TASK TO COMPLETE
Copy out each line below verbatim, skipping any picture.

*** Opening of EXERCISE MATERIALS ***

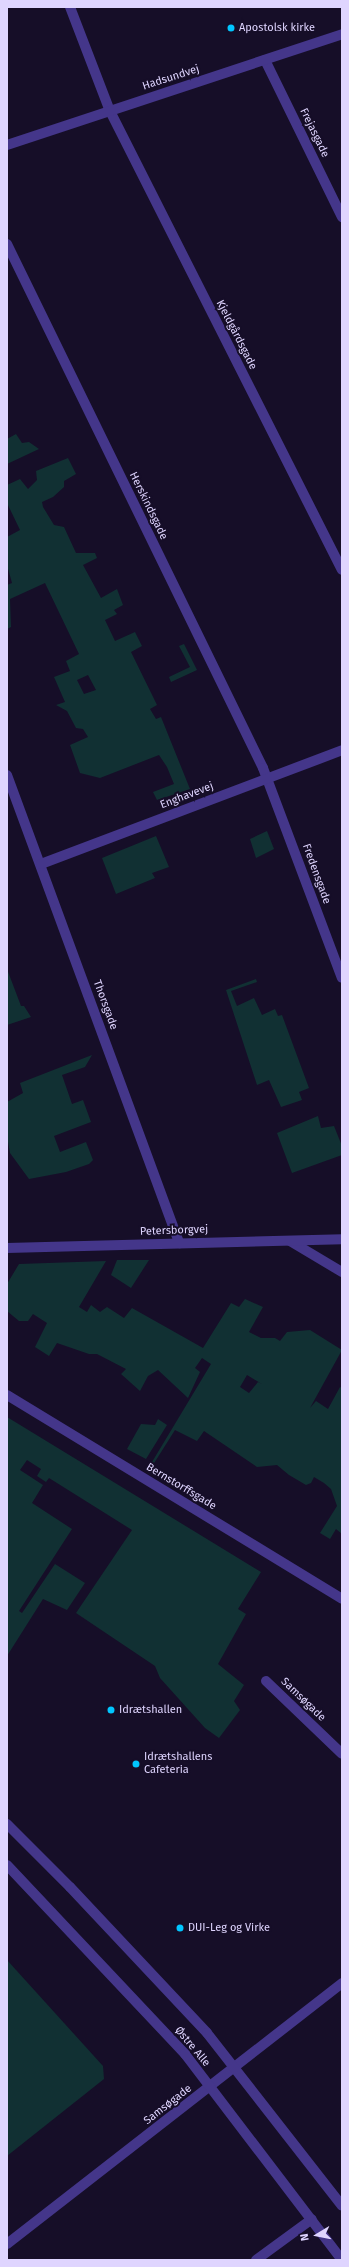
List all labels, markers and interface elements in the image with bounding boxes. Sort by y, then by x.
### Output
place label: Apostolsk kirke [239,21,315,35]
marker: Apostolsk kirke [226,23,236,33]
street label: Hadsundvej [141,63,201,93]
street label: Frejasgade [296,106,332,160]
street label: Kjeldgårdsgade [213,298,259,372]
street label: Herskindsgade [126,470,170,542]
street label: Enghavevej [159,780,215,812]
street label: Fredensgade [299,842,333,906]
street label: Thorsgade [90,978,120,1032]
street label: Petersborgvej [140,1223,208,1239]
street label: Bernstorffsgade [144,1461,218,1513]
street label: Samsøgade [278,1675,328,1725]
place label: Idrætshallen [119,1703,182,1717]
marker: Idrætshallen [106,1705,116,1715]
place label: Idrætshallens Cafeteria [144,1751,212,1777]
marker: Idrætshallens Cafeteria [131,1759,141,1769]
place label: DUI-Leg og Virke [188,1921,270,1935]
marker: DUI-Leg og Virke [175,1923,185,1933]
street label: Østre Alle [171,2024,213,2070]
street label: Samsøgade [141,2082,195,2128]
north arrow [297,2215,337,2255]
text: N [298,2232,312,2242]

*** Close of EXERCISE MATERIALS ***

YOUR SOLUTION
List all labels, markers and interface elements in the image with bounding boxes. Sort by y, then by x.
### Output
place label: Apostolsk kirke [239,21,315,35]
marker: Apostolsk kirke [226,23,236,33]
street label: Hadsundvej [141,63,201,93]
street label: Frejasgade [296,106,332,160]
street label: Kjeldgårdsgade [213,298,259,372]
street label: Herskindsgade [126,470,170,542]
street label: Enghavevej [159,780,215,812]
street label: Fredensgade [299,842,333,906]
street label: Thorsgade [90,978,120,1032]
street label: Petersborgvej [140,1223,208,1239]
street label: Bernstorffsgade [144,1461,218,1513]
street label: Samsøgade [278,1675,328,1725]
place label: Idrætshallen [119,1703,182,1717]
marker: Idrætshallen [106,1705,116,1715]
place label: Idrætshallens Cafeteria [144,1751,212,1777]
marker: Idrætshallens Cafeteria [131,1759,141,1769]
place label: DUI-Leg og Virke [188,1921,270,1935]
marker: DUI-Leg og Virke [175,1923,185,1933]
street label: Østre Alle [171,2024,213,2070]
street label: Samsøgade [141,2082,195,2128]
north arrow [297,2215,337,2255]
text: N [298,2232,312,2242]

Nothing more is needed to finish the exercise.